Oh, don’t forget, you can still enter my Slim Snacks giveaway until Sunday!
I will announce the winner on Monday as well as having another giveaway for you guys for my big birthday bonanza!
Getting older is so much fun!
Pepper’s Braised Pork
2 tablespoons vegetable oil
450g lean pork meat, cut into cubes
Half a large white onion or one small chopped finely
Quarter of a Bramley apple, cut into cubes, skin on
10 whole white mushrooms
6 sage leaves, chopped finely
1 tablespoon English mustard
2 handfuls frozen peas
200ml chicken stock (enough to cover)
Salt & Pepper
Preheat the oven to 160oc.
Heat a large casserole dish with 1 tablespoon of oil and when heated, add the pork cubes, mustard and salt & pepper to taste cooking until the pork is browned on all sides.

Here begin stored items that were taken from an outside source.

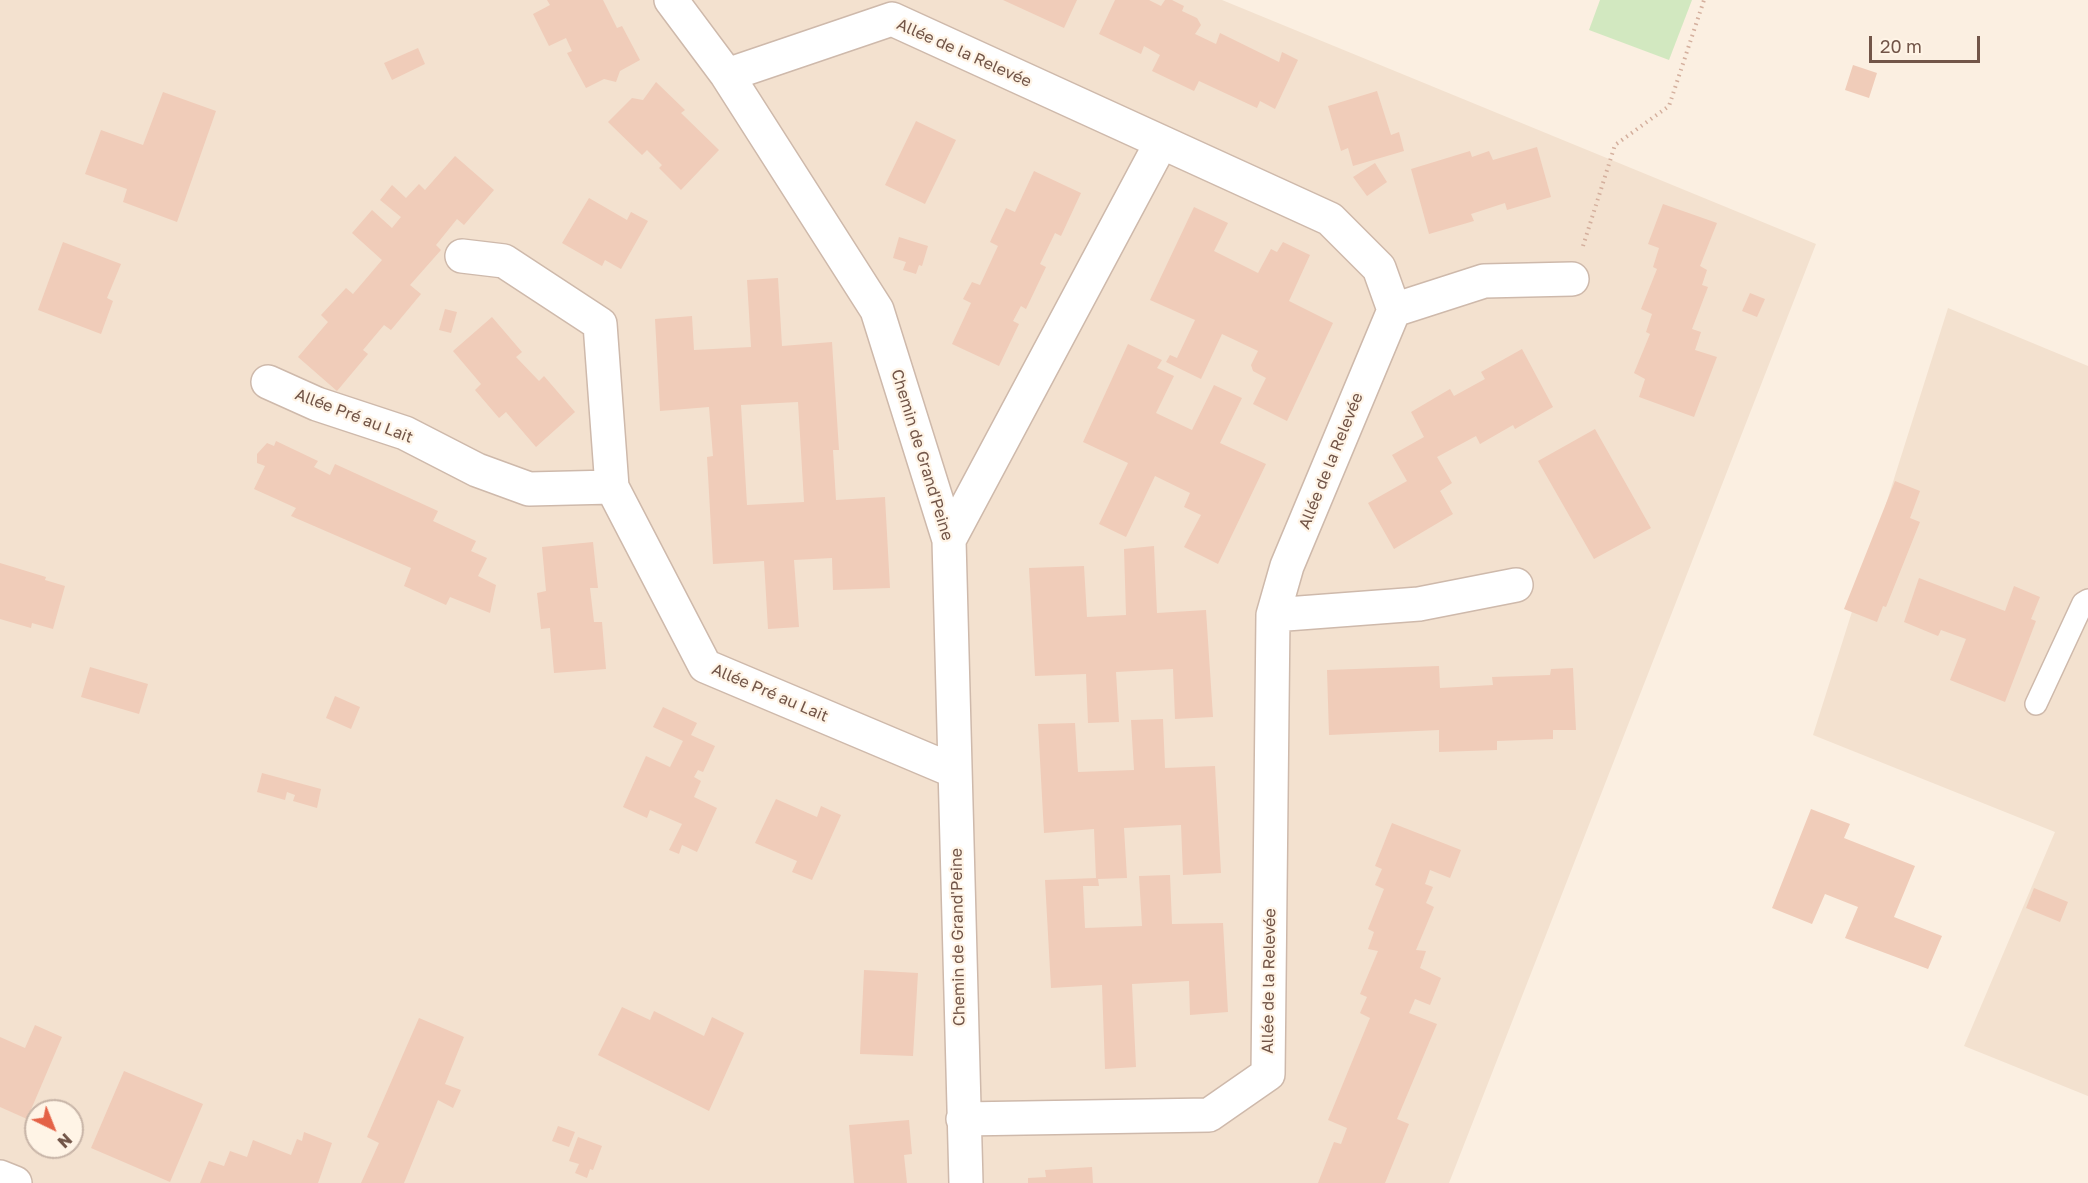 <!DOCTYPE html>
<meta charset="utf-8">
<style>
body{margin:0}
#map{position:relative;width:2088px;height:1183px;overflow:hidden;background:#fbefe1;font-family:"Golos Text",sans-serif}
canvas{display:block}
.north{position:absolute;left:24px;top:1099px;width:60px;height:60px;box-sizing:border-box;background:#fff4e6;border:2px solid #c7b4a7;border-radius:50%;rotate:137deg;font-size:16px;font-weight:700;line-height:24px;text-align:center;color:#725548}
.north::after{content:'';display:block;margin:auto;width:21px;height:27px;background:#e46247;clip-path:polygon(50% 0,100% 100%,50% 72%,0 100%)}
.scale{position:absolute;left:1869px;top:36px;width:111px;height:27px;box-sizing:border-box;border:3px solid #725548;border-top:0;padding-left:8px;font-size:18px;line-height:21px;white-space:nowrap;color:#725548;-webkit-text-stroke:4px #fff4e6;paint-order:stroke}
</style>
<div id="map">
<canvas width="2088" height="1183"></canvas>
<div class="north">N</div>
<div class="scale">20 m</div>
</div>
<script>
const ctx = document.querySelector('canvas').getContext('2d');
ctx.lineJoin = 'round';
function paint(path, color) { ctx.fillStyle = color; ctx.fill(path, 'evenodd'); }
const toPath = rows => new Path2D(rows.map(r => 'M' + r).join(''));
function trace(path, color, width, dash) { ctx.strokeStyle = color; ctx.lineWidth = width; ctx.lineCap = dash ? 'butt' : 'round'; ctx.setLineDash(dash || []); ctx.stroke(path); }
function drawText(font, color, halo, rows, align = 'center') {
  ctx.font = font + ' "Golos Text",sans-serif'; ctx.lineWidth = 4.5; ctx.setLineDash([]); ctx.textBaseline = 'middle'; ctx.strokeStyle = halo; ctx.fillStyle = color; for (const [text, x, y, turn = 0] of rows) {
    ctx.save(); ctx.translate(x, y); ctx.rotate((+turn || 0) * Math.PI / 180); ctx.textAlign = isNaN(turn) ? turn : align; if (halo) ctx.strokeText(text, 0, 0); ctx.fillText(text, 0, 0); ctx.restore();
  }
}
paint(toPath([
 [0,0,1222,0,1816,244,1449,1183,0,1183],
 [36,1111,72,1111,72,1147,36,1147],
 [1948,308,2088,366,2088,1096,1964,1046,2055,832,1813,735]
]), '#f3e1cf');
paint(toPath([
 [1600,0,1692,0,1669,60,1589,30]
]), '#d2e8c0');
paint(toPath([
 [547,0,603,0,617,28,622,26,640,60,620,71,616,82,604,79,586,88,567,53,572,51,566,38,549,46,533,14,550,5],
 [1003,0,1077,0,1064,28],
 [1115,0,1149,0,1161,6,1165,0,1172,0,1184,6,1182,11,1197,18,1201,25,1195,34,1216,44,1220,33,1279,62,1282,52,1298,60,1275,109,1260,101,1257,108,1199,81,1194,91,1152,71,1160,55,1144,46,1141,54,1099,34],
 [418,48,425,64,392,80,384,63],
 [1853,65,1877,73,1869,98,1845,90],
 [656,82,685,110,681,113,719,150,681,190,659,168,662,165,647,150,642,155,608,122,632,98,643,100],
 [1377,91,1391,135,1399,132,1404,151,1353,166,1348,148,1341,151,1328,106],
 [163,92,216,111,177,222,123,202,127,189,85,174,101,130,143,145],
 [916,121,956,140,925,204,885,185],
 [1537,147,1551,197,1507,210,1505,203,1471,214,1474,221,1429,234,1411,169,1470,151,1472,157,1489,151,1493,160],
 [455,156,494,190,464,225,457,219,436,245,441,250,410,285,421,294,391,330,384,325,363,350,368,354,337,391,298,357,328,322,321,315,346,288,353,294,382,260,352,233,372,210,392,228,401,217,380,200,392,185,406,198,419,184,425,190],
 [1375,163,1387,182,1367,196,1353,177],
 [1034,171,1081,193,1061,236,1055,233,1040,264,1046,267,1026,309,1021,306,1013,321,1019,324,999,366,952,344,971,303,963,299,972,282,980,285,998,246,990,242,1006,208,1015,212],
 [589,198,627,220,631,212,648,221,621,269,605,260,602,266,562,243],
 [1663,204,1717,223,1700,266,1707,270,1702,285,1708,287,1692,329,1701,332,1695,350,1717,357,1694,417,1639,397,1645,379,1634,373,1650,334,1646,332,1652,314,1641,309,1657,269,1653,267,1659,248,1648,244],
 [1194,207,1228,223,1214,251,1258,273,1271,249,1277,252,1283,242,1310,255,1289,301,1333,323,1287,421,1253,404,1266,378,1253,371,1251,365,1258,351,1222,334,1201,379,1166,362,1170,355,1177,358,1195,320,1150,300],
 [899,237,928,246,922,266,919,265,916,274,903,270,906,262,893,258],
 [63,242,121,264,107,298,113,301,101,334,38,310],
 [778,278,782,346,832,342,839,450,833,450,836,500,885,497,890,588,833,590,832,558,794,560,799,627,768,629,764,561,713,564,707,457,713,456,709,407,660,411,655,319,692,316,694,350,751,347,747,280],
 [798,402,804,502,747,505,741,405],
 [1750,293,1765,299,1757,317,1742,311],
 [445,309,457,312,451,333,439,330],
 [492,317,522,352,516,357,539,381,544,376,575,412,536,447,506,412,499,418,475,390,481,384,453,351],
 [1128,344,1162,360,1157,368,1174,376,1156,413,1192,430,1214,385,1242,398,1220,443,1266,464,1218,564,1184,547,1201,515,1184,507,1190,493,1155,476,1126,537,1099,524,1128,463,1083,442],
 [1522,349,1553,407,1515,429,1513,425,1480,444,1476,436,1437,457,1452,483,1440,491,1453,514,1394,549,1368,503,1407,481,1392,455,1424,437,1411,412,1450,389,1454,396,1485,379,1481,372],
 [1595,429,1651,528,1594,559,1538,461],
 [276,441,318,461,314,467,330,475,335,464,438,511,433,521,476,541,471,551,487,558,478,576,496,585,490,613,450,597,446,605,404,586,411,568,291,516,296,508,254,489,265,466,257,463,257,454,267,443,274,446],
 [1895,481,1920,491,1910,518,1920,522,1886,607,1883,606,1877,622,1844,609],
 [593,542,598,588,590,588,594,622,602,622,606,669,554,673,550,628,541,629,537,593,546,591,542,547],
 [1154,546,1157,613,1206,610,1213,717,1175,719,1173,669,1116,672,1119,722,1088,723,1086,674,1035,676,1029,568,1084,566,1087,617,1126,615,1124,549],
 [0,563,46,577,45,580,65,586,53,629,32,623,31,628,0,619],
 [1919,578,2005,611,2014,586,2040,597,2031,619,2036,621,2005,702,1950,680,1966,639,1941,630,1938,636,1904,622],
 [1439,666,1440,688,1493,685,1492,677,1550,675,1551,669,1573,668,1576,730,1553,730,1553,739,1497,741,1497,750,1439,752,1439,730,1329,735,1327,670],
 [90,667,148,684,139,714,81,697],
 [335,696,360,707,351,729,326,718],
 [663,707,697,723,691,735,715,746,703,772,698,770,694,777,701,781,694,797,717,808,697,852,682,845,679,854,669,850,682,824,650,810,647,818,623,807,646,756,670,767,683,741,653,727],
 [1163,719,1165,768,1215,766,1221,873,1183,875,1181,825,1124,828,1127,878,1098,879,1099,886,1083,886,1085,928,1142,926,1139,876,1170,875,1172,924,1223,923,1228,1012,1190,1015,1189,981,1132,984,1136,1067,1105,1069,1102,985,1051,988,1045,880,1096,878,1094,829,1044,833,1038,724,1075,723,1078,772,1134,770,1131,720],
 [262,773,321,789,317,808,293,801,295,795,287,792,285,800,257,792],
 [776,799,817,817,821,806,841,815,812,880,792,872,797,861,755,843],
 [1811,809,1850,824,1844,838,1915,866,1894,917,1942,936,1928,969,1845,938,1858,907,1825,894,1812,924,1772,908],
 [1392,823,1461,850,1450,878,1430,870,1425,884,1433,887,1426,903,1434,907,1416,950,1426,951,1420,968,1441,978,1430,1005,1415,999,1409,1013,1437,1024,1397,1119,1409,1124,1385,1183,1318,1183,1334,1142,1341,1144,1347,1128,1328,1120,1370,1018,1360,1013,1367,997,1360,994,1378,951,1368,949,1374,932,1368,929,1384,889,1375,885,1382,869,1375,866],
 [2034,888,2068,902,2060,922,2026,908],
 [864,970,918,973,913,1056,860,1054],
 [622,1007,650,1020,654,1011,704,1036,712,1017,744,1033,709,1111,598,1055],
 [419,1018,464,1037,445,1084,461,1090,453,1108,438,1100,404,1183,361,1183,379,1143,367,1137],
 [35,1025,62,1037,27,1119,0,1107,0,1037,25,1048],
 [124,1071,203,1104,170,1182,91,1148],
 [909,1120,912,1154,904,1155,907,1183,854,1183,849,1125],
 [558,1126,575,1132,569,1147,552,1141],
 [304,1132,332,1143,318,1183,200,1183,209,1161,224,1166,230,1151,247,1157,253,1140,291,1155,297,1139,302,1141],
 [578,1137,602,1146,593,1170,590,1169,587,1178,575,1173,579,1164,569,1161],
 [1092,1167,1093,1183,1028,1183,1028,1178,1046,1177,1045,1170]
]), '#f0ccb9');
const lane = toPath([
 [2036,704,2083,603,2088,600]
]);
const street = toPath([
 [671,0,727,75,877,310,949,540,966,1183],
 [727,75,892,19,1330,219,1379,268,1394,310,1287,566,1273,615],
 [462,256,504,261,600,324,612,487,705,666,954,771],
 [1394,310,1484,281,1572,279],
 [268,382,317,404,405,433,477,470,529,489,612,487],
 [949,540,1161,143],
 [963,1119,1209,1115,1268,1074,1273,615,1419,604,1516,585],
 [0,1177,15,1183]
]);
trace(lane, '#ceb9ab', 24);
trace(street, '#ceb9ab', 36);
trace(toPath([
 [1583,246,1615,145,1669,106,1704,0]
]), '#d4af9d', 4, [1.5, 4.5]);
trace(lane, '#fff', 21);
trace(street, '#fff', 33);
drawText('16px', '#725548', '#fff4e6', [
 ["Allée de la Relevée",964,53,24],
 ["Allée Pré au Lait",354,416,21],
 ["Chemin de Grand'Peine",922,455,73],
 ["Allée de la Relevée",1331,461,-68],
 ["Allée Pré au Lait",770,693,23],
 ["Chemin de Grand'Peine",958,937,-91],
 ["Allée de la Relevée",1269,981,-89]
]);
</script>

Remove pork from the pan and add in a tablespoon of oil as needed.
Add the finely diced onion and the sage and cook until golden.
Add in the apple and cook until softened then add in the mushrooms and let them cook down for a couple of minutes.
Add in the pork, any juice that has collected and the stock.
Bring the pot to a boil and place with the lid on in the heated oven for an hour.
When the pork is really tender, remove from the oven and add in frozen peas, folding them in and placing the lid on until they are defrosted and tender.
Serve with mashed potato or as I did, use the technique for crispy mashed potato from Gordon Ramsay’s cottage pie recipe.